In hearings before United States District Judge Alvin Rubin, Mr. Fontana described Scotlandville as a brutal prison.  And the white juvenile institutions as country clubs.

Mr. Fontana became well known as a penal reform attorney. In a class action lawsuit filed in 1969 against New Orleans Mayor Victor Schiro, Mr. Fontana represented, all prisoners in the notorious Orleans Parish Prison, alleging violation of the United States Constitution prohibition against cruel and unusual punishment. This was the first penal lawsuit, appointing a Special Master, and was written up by the American Bar Association.

In this class action lawsuit, United States District Court Judge Herbert Christenberry ruled in Mr. Fontana’s favor, and ordered the city of New Orleans to improve the conditions of Orleans Parish prison, or face a contempt of court citation Mr. Fontana litigated this case for a period of over 12 years, filing numerous contempt of court violations against every New Orleans mayor, from Mayor Moon Landrieu to Mayor Dutch Morial.

Mr. Fontana was also one of the attorneys involved in the class action lawsuit against the Louisiana State Prison, known as Angola, alleging violations of the United States Constitution for cruel and unusual punishment, and seeking relief from these elements of torture.

The United States District Court Judge in Baton Rouge granted Mr. Fontana’s plaintiffs an injunction, prohibiting the state of Louisiana from inflicting cruel and unusual punishment on the prisoners of Angola the majority of whom were African-Americans.

Mr. Fontana was well known for his representation of New Orleans police brutality cases against African-Americans. His most famous case was his handling of the Charles Cheatham police killing of Mr. Cheatham on Bourbon Street in April of 1975 by New Orleans police officer Stephen Reboul.

The jury in Louisiana Civil District Court in New Orleans, Judge Tom Early presiding, granted Sheryl Cheatham, widow of Charles Cheatham, and her young son, an award of $619,000

This was the first time any large award was granted against the New Orleans Police Department for killing an African-American. It was the first time in New Orleans, the NOPD blue line had ever been cracked. Mr. Fontana played a key part in cracking this case. At the last second on the second day of the jury trial, Mr. Fontana was able to produce Ronnie Lee Watson, a key witness to the cold blooded murder shooting of Charles Cheatham by Stephen Reboul.

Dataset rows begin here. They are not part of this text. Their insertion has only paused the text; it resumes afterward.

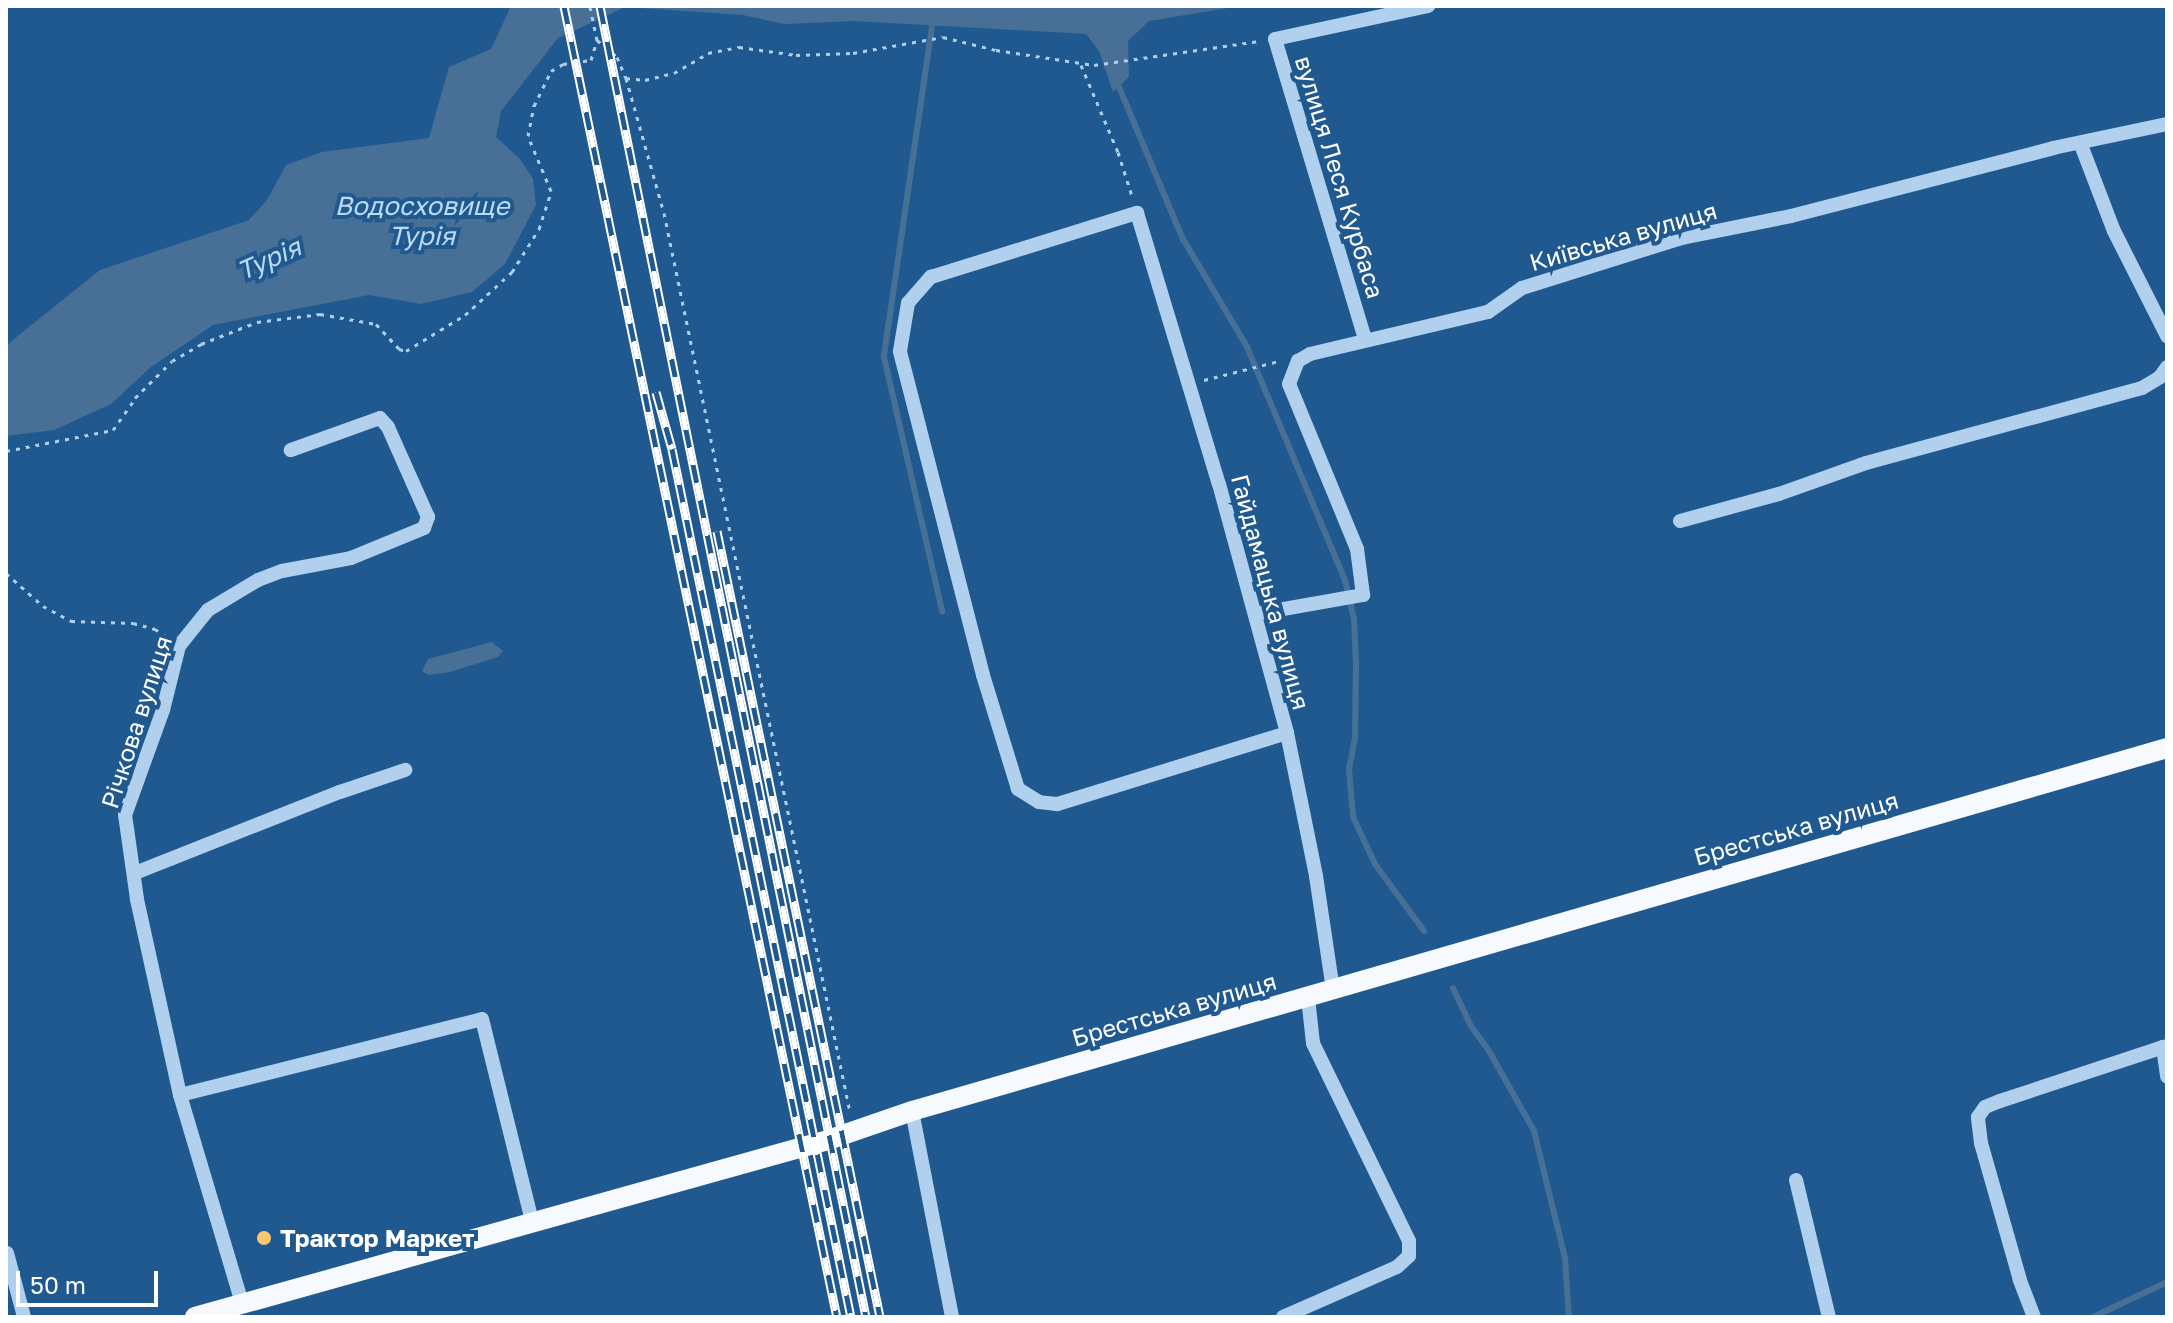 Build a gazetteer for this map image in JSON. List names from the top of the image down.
{
  "streets": {
    "main road": ["Брестська вулиця"],
    "street": [
      "вулиця Леся Курбаса",
      "Київська вулиця",
      "Гайдамацька вулиця",
      "Річкова вулиця"
    ]
  },
  "crossings": [
    ["вулиця Леся Курбаса", "Київська вулиця"],
    ["Київська вулиця", "Гайдамацька вулиця"],
    ["Гайдамацька вулиця", "Брестська вулиця"],
    ["Річкова вулиця", "Брестська вулиця"]
  ],
  "water": ["Водосховище Турія", "Турія"],
  "places": ["Трактор Маркет"],
  "scale_bar": "50 m"
} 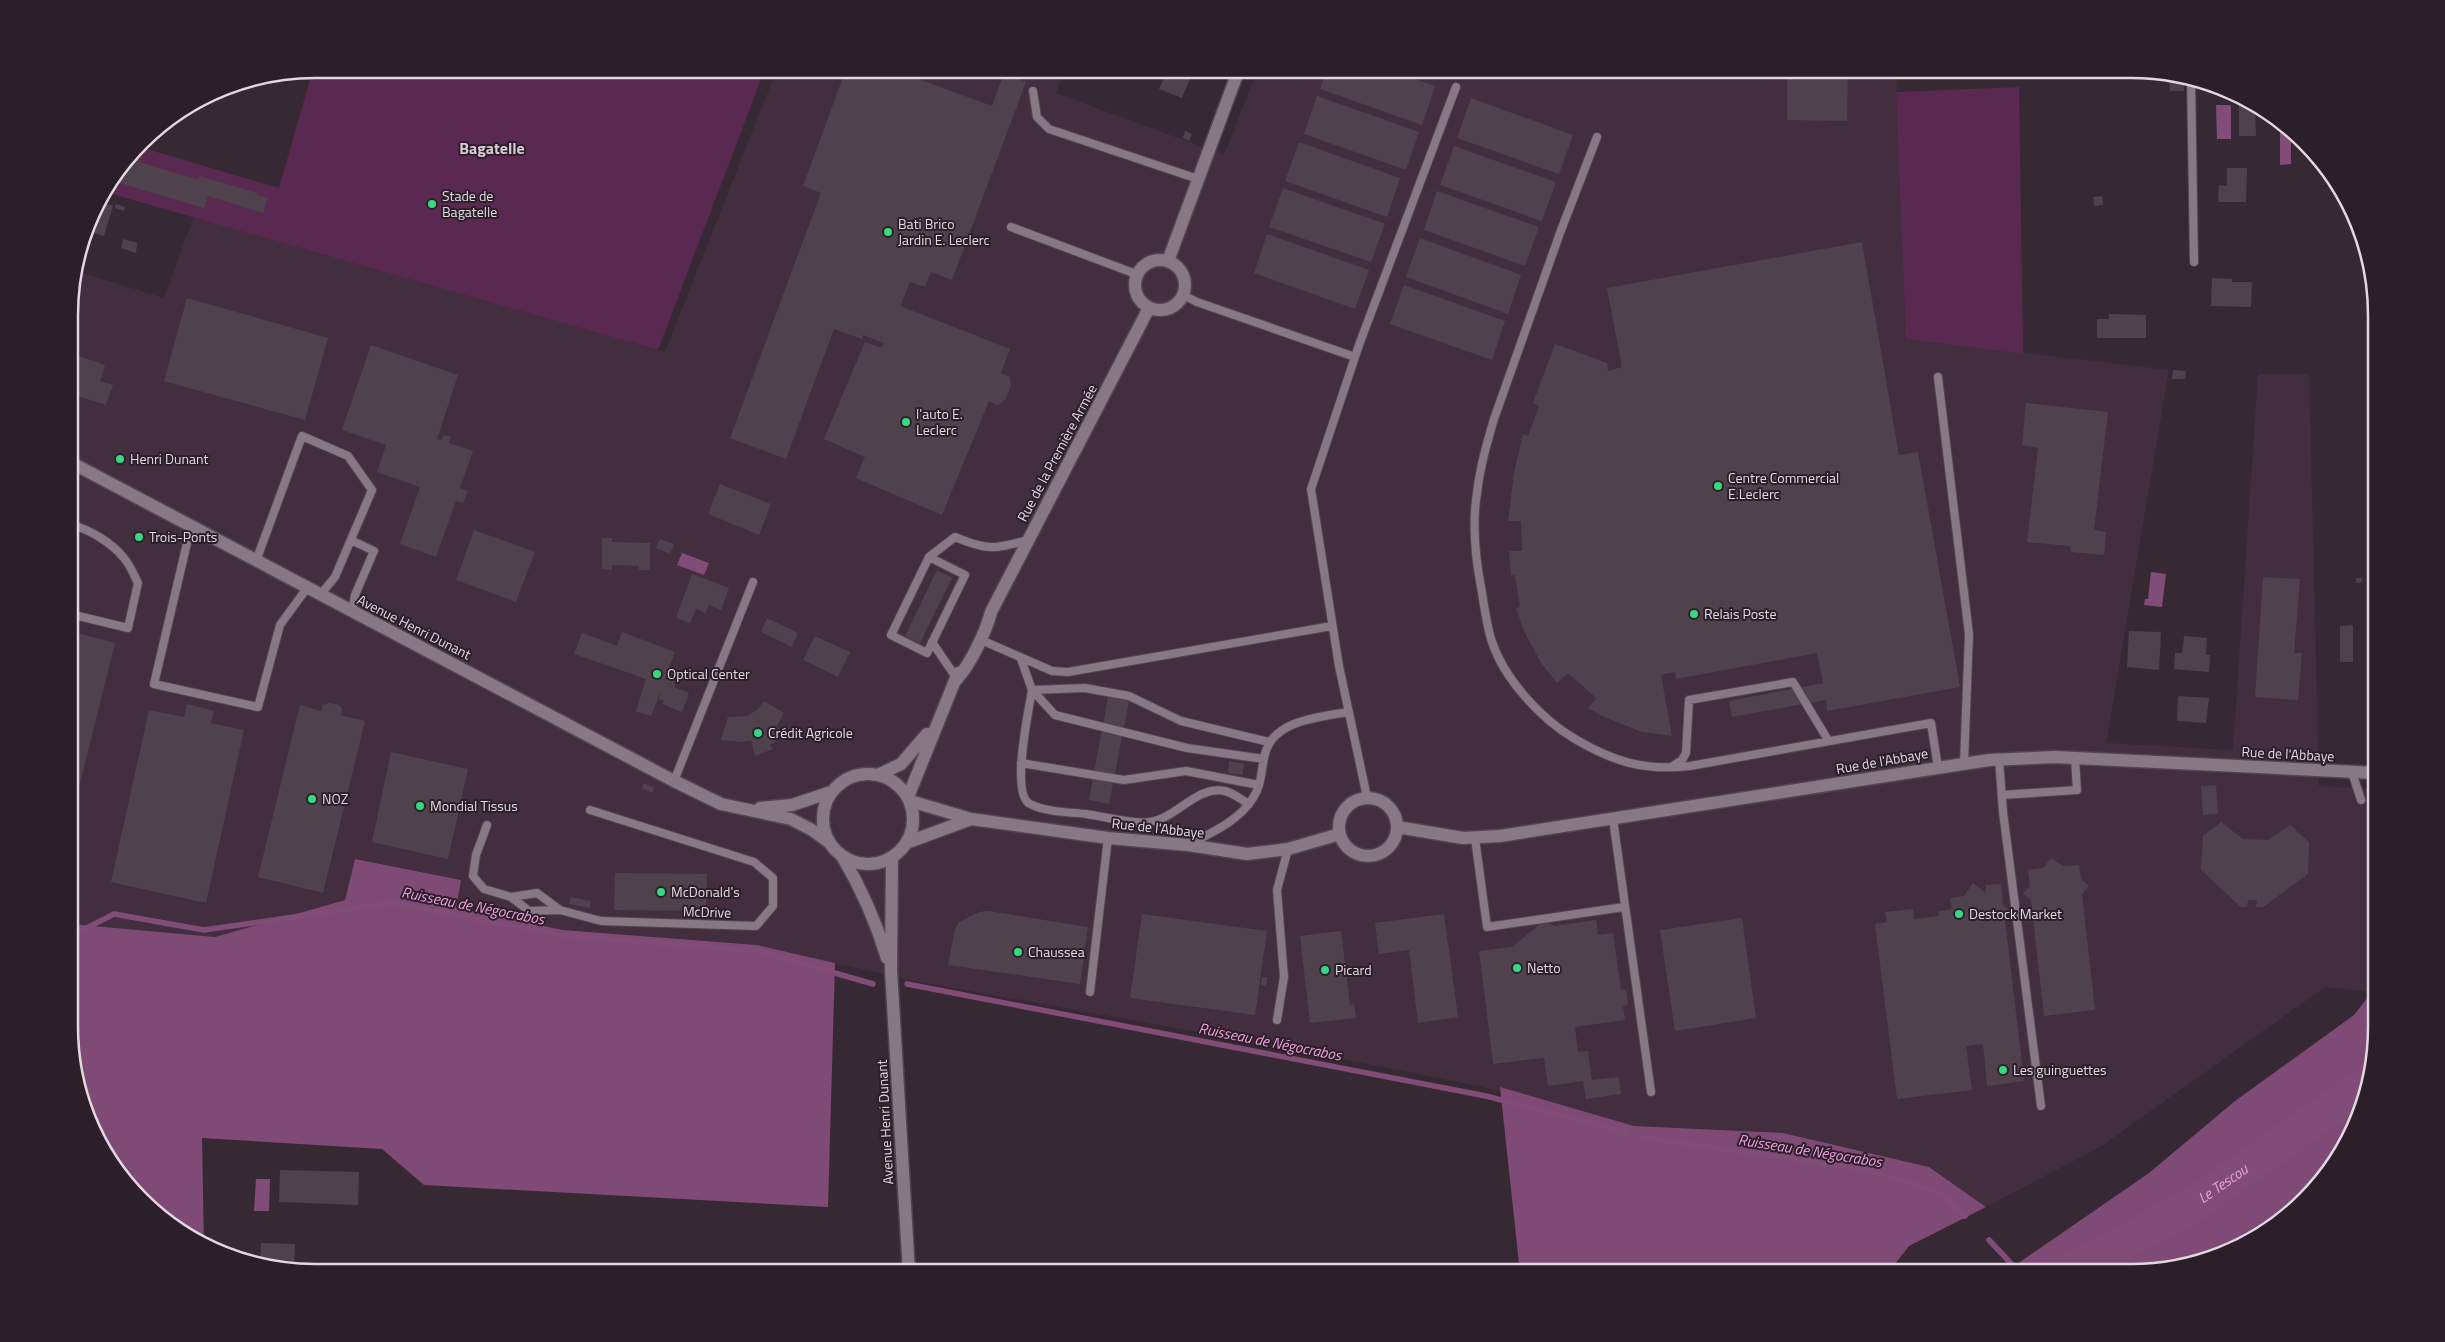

By his own testimony, Ronnie Lee Watson testified that members of the NOPD threatened to kill him, if he was ever discovered again in the French Quarter of New Orleans

One witness that repeated the police killing storyline was found dead in Lake Pontchtrain 7 days later with five bullet holes in his head.

In spite of all these obstacles, Fontana pulled Ronnie Lee Watson out of a hat, and broke the NOPD BLUE LINE.

This award of $619,000 was reversed in the Louisiana. Fourth Circuit Court of Appeal, Judge Peter Beer residing.

Peter Beer was an ex New Orleans city councilman, and it became evident his decision was likely to protect the purse strings of the city of New Orleans, whom he once represented as a city councilman.

The Louisiana State Supreme Court, Judge Pascal Calogero presiding, reversed this unfair and prejudicial decision of Peter Beer’s Fourth Circuit Court of Appeals

After appeals, writs to Louisiana State Supreme Court, accumulating legal interest, the final judgment in the Charles Cheatham case came out to $800,000, which the taxpayers of New Orleans were obligated to pay.

In spite of this, Stephan Reboul remained on the New Orleans Police Department under the administration of Mayor Ernest Dutch Morial, the first Afro American elected mayor of the city of New Orleans.

NOPD officer, and now accused killer cop Stephen Reboul, was part of the New Orleans Police Department raid that killed four Afro American Algiers residents. This raid is known as the Algiers massacre. Steven Reboul shot Cheryl Singleton, while she was in the bathtub with her 10 year old child nearby.

After retiring for several years, Mr. Fontana is presently renewing his license to practice law under the jurisdiction of the Louisiana State Bar Association.